TASK TO CARRY OUT: Tally every line in the data that has the word "Asih" and report only the total.

EXTRACTED INFORMATION:
┌──

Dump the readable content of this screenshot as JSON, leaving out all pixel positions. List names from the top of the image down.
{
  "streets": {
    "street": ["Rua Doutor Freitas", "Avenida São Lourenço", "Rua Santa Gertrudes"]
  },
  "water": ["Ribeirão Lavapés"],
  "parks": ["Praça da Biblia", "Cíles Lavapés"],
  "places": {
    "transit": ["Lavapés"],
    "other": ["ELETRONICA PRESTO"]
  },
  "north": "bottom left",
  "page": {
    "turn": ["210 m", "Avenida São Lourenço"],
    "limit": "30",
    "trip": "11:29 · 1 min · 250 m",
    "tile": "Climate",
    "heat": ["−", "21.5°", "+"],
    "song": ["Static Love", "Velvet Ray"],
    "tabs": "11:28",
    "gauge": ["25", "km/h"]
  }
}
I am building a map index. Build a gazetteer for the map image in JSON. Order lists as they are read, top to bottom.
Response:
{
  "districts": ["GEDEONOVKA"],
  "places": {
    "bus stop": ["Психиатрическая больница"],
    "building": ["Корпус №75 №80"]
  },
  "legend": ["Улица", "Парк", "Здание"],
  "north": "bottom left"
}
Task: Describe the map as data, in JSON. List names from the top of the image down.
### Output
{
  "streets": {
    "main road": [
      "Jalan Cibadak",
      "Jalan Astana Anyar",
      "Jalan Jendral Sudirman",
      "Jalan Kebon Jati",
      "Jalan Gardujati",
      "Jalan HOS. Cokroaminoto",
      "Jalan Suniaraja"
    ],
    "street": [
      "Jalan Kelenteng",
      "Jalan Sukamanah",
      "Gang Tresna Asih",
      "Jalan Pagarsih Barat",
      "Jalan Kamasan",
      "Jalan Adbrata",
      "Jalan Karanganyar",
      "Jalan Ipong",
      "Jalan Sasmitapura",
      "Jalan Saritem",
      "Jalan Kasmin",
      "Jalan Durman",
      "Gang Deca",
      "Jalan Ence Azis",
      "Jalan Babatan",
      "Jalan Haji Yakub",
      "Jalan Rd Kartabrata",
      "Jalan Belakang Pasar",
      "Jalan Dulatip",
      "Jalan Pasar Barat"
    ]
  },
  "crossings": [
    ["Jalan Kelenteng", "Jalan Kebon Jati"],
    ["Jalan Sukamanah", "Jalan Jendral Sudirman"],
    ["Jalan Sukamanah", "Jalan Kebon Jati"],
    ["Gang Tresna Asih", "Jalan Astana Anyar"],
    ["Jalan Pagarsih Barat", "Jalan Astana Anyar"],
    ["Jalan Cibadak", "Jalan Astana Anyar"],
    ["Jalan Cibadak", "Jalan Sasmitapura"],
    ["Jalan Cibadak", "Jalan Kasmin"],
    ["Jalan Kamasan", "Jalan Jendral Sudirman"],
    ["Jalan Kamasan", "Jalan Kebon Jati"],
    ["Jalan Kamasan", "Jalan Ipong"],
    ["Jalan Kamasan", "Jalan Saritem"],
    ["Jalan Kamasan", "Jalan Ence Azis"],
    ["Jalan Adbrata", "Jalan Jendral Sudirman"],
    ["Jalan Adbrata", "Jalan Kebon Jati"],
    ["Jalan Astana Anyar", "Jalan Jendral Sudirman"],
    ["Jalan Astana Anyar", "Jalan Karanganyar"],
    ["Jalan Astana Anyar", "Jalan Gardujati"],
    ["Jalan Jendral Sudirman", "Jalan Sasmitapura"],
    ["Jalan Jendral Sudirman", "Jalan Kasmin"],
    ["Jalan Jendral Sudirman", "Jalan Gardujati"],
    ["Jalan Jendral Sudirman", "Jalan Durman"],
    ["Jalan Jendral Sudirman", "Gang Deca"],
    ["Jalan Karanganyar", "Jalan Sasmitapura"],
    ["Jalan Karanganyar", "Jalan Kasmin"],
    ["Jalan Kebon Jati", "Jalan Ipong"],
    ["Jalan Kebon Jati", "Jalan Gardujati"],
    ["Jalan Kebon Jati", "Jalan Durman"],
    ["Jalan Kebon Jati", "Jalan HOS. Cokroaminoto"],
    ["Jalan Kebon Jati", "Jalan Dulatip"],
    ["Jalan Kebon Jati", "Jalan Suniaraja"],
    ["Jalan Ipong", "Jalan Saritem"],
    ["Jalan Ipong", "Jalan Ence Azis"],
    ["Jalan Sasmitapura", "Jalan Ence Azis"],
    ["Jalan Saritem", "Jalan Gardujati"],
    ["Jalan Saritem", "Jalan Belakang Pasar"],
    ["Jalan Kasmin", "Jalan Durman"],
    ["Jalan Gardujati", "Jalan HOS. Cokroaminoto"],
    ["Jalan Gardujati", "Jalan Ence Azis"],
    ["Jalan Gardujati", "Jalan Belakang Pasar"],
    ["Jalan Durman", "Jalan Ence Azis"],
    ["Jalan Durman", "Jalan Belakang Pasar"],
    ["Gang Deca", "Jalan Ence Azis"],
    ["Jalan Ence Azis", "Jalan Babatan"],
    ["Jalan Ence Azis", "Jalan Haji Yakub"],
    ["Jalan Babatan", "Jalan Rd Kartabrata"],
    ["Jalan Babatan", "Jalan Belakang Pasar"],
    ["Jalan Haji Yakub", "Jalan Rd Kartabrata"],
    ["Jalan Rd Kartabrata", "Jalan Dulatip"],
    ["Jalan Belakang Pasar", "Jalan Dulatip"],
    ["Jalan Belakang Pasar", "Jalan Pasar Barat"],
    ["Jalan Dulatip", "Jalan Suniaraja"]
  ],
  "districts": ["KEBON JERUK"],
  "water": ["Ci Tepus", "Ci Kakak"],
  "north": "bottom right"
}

└──

YOUR SOLUTION: 2